Income and expenses that arise on a historical cost measurement basis are included in the statement of profit or loss. That is also the case when income and expenses of that type are separately identified as a component of a change in the current value of an asset or liability. For example, if a financial asset is measured at current value and if interest income is identified separately from other changes in value, that interest income is included in the statement of profit or loss.
In the view of the Board, if the statement of profit or loss is the primary source of information about financial performance for a period, the cumulative amounts included in that statement over time need to be as complete as possible. As a consequence, income and expenses can only be excluded permanently from the statement of profit or loss if there is a compelling reason in to do so in any particular case. In principle, therefore, income and expenses included in other comprehensive income in one period are reclassified from other comprehensive income into the statement of profit or loss in a future period when doing so results in the statement of profit or loss providing more relevant information, or providing a more faithful representation of the entity’s financial performance for that future period.
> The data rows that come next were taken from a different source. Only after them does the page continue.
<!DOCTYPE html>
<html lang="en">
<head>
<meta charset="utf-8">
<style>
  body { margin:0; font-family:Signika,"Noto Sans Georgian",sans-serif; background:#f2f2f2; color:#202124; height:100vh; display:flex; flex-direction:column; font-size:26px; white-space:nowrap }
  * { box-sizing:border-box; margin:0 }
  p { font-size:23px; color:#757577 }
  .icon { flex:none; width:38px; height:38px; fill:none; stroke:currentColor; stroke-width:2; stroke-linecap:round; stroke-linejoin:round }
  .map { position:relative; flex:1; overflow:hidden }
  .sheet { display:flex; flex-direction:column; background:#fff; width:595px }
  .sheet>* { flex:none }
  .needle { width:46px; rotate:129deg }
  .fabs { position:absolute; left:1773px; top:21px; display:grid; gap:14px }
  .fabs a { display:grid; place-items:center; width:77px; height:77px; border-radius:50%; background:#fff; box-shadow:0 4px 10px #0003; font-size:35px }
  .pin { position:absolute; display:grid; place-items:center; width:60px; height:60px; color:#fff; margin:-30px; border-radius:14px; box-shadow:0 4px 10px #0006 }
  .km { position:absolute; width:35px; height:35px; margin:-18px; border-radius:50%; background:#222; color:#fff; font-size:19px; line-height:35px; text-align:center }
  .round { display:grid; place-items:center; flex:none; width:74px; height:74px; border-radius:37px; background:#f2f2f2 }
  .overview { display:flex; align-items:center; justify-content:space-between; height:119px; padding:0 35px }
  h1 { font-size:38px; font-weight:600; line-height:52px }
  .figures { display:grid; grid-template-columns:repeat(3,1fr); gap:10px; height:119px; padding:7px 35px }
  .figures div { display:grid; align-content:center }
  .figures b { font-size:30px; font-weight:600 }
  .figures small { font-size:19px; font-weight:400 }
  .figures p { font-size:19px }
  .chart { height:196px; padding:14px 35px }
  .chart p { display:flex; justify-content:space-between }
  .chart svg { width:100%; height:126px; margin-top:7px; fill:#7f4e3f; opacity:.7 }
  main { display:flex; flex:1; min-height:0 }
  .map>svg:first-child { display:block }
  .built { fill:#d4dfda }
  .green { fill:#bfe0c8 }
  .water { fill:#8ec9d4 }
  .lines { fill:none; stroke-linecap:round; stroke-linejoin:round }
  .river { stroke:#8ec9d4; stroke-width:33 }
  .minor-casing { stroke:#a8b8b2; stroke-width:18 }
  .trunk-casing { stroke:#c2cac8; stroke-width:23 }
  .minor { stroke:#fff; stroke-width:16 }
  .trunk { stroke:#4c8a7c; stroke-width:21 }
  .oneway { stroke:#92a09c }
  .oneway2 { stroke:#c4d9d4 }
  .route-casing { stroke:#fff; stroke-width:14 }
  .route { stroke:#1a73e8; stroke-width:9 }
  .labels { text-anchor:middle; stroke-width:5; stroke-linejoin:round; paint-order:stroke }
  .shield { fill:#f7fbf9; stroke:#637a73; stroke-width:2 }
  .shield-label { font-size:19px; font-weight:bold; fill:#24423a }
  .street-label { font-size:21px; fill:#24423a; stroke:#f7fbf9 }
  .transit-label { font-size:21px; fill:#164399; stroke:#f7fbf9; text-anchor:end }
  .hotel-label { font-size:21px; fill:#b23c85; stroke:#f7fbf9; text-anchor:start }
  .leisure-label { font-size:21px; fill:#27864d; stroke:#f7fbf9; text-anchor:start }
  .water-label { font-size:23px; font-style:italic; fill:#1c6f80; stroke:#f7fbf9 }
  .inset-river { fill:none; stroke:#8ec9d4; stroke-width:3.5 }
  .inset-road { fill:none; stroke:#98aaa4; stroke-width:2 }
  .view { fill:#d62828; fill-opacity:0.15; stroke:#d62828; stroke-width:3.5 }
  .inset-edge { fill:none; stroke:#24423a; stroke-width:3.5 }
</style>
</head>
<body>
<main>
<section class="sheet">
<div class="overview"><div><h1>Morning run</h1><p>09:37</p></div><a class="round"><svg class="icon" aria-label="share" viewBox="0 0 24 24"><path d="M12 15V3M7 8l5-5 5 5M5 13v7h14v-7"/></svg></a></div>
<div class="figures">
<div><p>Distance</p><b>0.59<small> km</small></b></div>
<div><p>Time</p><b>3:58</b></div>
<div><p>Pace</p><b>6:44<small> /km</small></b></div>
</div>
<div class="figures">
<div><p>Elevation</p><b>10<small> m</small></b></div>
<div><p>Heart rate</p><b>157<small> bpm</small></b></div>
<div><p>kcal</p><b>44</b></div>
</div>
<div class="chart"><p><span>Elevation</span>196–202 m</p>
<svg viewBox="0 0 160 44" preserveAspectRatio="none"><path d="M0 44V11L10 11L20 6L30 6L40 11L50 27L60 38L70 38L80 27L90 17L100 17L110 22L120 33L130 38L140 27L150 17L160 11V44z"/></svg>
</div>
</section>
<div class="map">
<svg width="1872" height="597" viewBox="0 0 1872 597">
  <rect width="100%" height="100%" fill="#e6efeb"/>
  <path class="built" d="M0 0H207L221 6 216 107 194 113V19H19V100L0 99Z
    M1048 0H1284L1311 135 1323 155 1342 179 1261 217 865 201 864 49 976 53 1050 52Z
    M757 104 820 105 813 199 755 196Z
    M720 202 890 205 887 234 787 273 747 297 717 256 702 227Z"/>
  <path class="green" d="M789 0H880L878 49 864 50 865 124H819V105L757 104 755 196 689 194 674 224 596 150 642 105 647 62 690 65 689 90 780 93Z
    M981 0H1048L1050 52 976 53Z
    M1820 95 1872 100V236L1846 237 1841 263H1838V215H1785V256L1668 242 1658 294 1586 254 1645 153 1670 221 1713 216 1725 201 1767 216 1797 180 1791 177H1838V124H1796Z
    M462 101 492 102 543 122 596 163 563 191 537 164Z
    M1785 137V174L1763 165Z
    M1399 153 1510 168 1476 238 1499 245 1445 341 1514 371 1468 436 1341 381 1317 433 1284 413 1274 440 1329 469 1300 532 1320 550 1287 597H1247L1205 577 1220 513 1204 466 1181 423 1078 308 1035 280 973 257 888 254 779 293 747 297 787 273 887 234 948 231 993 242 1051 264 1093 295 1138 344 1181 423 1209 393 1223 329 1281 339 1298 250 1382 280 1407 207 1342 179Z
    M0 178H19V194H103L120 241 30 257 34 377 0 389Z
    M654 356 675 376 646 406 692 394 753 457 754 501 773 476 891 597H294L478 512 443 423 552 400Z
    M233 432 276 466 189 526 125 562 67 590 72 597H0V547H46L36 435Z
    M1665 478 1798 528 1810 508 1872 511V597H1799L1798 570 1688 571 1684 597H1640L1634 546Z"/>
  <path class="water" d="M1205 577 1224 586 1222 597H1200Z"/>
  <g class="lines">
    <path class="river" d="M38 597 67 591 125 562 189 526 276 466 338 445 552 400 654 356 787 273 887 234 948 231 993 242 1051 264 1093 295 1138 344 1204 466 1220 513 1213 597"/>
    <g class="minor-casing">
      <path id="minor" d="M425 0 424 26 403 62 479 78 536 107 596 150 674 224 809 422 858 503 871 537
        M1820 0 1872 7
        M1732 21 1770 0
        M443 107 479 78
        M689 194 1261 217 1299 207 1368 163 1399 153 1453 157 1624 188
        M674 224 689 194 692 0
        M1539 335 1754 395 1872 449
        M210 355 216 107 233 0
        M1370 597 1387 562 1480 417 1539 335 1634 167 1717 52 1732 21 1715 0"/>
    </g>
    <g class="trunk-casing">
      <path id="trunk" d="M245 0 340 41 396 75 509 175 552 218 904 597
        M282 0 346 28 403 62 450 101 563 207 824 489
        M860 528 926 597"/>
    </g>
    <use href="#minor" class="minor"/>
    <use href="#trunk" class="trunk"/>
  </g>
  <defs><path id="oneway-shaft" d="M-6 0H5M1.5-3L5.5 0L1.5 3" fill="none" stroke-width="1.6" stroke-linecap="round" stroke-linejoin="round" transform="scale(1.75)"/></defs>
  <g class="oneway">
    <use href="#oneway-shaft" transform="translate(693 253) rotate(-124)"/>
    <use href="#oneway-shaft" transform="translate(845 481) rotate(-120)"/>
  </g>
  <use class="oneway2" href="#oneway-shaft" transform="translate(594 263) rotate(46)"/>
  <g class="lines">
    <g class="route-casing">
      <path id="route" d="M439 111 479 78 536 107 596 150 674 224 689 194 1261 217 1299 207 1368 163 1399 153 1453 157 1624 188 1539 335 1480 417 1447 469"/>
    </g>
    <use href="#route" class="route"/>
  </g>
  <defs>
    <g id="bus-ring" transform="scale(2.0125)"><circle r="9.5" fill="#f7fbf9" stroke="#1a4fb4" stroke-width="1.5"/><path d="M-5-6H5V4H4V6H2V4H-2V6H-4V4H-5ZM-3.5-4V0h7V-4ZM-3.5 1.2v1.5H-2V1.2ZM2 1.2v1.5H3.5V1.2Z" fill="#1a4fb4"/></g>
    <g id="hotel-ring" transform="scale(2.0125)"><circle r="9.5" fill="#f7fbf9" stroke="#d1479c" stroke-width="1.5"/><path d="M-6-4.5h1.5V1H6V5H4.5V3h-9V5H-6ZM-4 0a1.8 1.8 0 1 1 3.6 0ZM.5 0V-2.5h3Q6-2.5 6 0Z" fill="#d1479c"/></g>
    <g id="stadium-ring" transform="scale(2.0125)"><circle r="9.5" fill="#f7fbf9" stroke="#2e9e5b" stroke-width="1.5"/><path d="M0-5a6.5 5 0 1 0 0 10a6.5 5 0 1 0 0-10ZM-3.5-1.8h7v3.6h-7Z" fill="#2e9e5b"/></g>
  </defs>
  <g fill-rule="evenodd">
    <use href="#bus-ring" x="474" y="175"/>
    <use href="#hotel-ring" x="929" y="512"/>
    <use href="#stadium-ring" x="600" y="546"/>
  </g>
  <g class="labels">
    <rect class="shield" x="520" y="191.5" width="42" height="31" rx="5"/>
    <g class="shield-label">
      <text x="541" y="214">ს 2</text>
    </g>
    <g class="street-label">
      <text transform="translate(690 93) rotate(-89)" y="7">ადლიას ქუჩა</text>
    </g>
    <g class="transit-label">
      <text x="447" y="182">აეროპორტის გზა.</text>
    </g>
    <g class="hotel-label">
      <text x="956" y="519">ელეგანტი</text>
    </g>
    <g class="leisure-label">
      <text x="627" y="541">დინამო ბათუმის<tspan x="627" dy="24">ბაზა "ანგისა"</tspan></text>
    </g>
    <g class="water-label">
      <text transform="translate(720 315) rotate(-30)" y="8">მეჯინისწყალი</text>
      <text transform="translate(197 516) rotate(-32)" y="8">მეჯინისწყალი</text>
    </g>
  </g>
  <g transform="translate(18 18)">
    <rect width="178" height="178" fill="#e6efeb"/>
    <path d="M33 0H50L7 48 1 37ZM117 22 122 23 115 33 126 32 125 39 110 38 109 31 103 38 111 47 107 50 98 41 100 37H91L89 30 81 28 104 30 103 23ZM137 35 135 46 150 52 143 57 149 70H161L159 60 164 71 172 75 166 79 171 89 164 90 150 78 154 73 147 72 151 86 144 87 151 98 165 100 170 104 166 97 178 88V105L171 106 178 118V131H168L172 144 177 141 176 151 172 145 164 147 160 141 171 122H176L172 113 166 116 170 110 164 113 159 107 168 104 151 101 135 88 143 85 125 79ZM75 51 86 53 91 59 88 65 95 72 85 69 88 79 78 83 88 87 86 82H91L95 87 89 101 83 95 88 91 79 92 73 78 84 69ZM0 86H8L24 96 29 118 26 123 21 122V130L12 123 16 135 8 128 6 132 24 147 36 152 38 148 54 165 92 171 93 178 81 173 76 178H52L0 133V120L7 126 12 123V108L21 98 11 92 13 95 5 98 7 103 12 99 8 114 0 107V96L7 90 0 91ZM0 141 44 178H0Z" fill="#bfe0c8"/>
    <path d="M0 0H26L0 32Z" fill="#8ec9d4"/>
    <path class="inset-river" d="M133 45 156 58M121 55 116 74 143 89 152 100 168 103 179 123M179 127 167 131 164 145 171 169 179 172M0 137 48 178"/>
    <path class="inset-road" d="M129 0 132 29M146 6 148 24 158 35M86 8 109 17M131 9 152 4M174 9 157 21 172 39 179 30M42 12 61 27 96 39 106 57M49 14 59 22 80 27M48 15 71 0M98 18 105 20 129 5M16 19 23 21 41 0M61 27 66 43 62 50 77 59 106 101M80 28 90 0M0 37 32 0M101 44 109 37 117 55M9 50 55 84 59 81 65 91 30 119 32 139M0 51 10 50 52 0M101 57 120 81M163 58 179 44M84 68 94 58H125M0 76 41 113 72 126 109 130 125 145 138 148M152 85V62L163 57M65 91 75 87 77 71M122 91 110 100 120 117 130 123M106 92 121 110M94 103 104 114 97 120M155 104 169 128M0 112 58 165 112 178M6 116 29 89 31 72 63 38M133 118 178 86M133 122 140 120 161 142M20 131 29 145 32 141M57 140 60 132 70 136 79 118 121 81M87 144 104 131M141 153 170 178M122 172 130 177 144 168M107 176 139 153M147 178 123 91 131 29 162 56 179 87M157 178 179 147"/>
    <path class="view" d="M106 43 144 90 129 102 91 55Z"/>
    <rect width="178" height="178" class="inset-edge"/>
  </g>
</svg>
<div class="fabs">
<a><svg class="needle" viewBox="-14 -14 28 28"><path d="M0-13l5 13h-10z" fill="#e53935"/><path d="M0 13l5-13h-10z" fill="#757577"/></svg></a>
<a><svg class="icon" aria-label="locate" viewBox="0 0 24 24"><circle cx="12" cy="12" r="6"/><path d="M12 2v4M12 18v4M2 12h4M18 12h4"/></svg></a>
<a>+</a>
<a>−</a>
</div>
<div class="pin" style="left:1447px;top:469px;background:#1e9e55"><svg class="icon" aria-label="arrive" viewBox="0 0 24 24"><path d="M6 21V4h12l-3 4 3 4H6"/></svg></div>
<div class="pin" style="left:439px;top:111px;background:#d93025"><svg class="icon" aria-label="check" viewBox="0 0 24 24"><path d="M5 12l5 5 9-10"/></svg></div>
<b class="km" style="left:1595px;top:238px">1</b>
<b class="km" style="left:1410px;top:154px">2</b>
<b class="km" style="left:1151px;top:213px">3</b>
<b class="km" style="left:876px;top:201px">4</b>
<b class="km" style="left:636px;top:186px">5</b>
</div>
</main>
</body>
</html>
However, if, for example, there is no clear basis for identifying the period in which reclassification would have that result, or the amount that should be reclassified, the Board may, in developing standards, decide that income and expenses included in other comprehensive income are not to be subsequently reclassified.
Aggregation is the adding together of assets, liabilities, equity, income or expenses that have shared characteristics and are included in the same classification. Aggregation makes information more useful by summarising a large volume of detail. However, aggregation conceals some of that detail. Hence, a balance needs to be found so that relevant information is not obscured either by a large amount of insignificant detail or by excessive aggregation.
Different levels of aggregation may be needed in different parts of the financial statements. For example, typically, the statement of financial position and the statement(s) of financial performance provide summarised information and more detailed information is provided in the notes.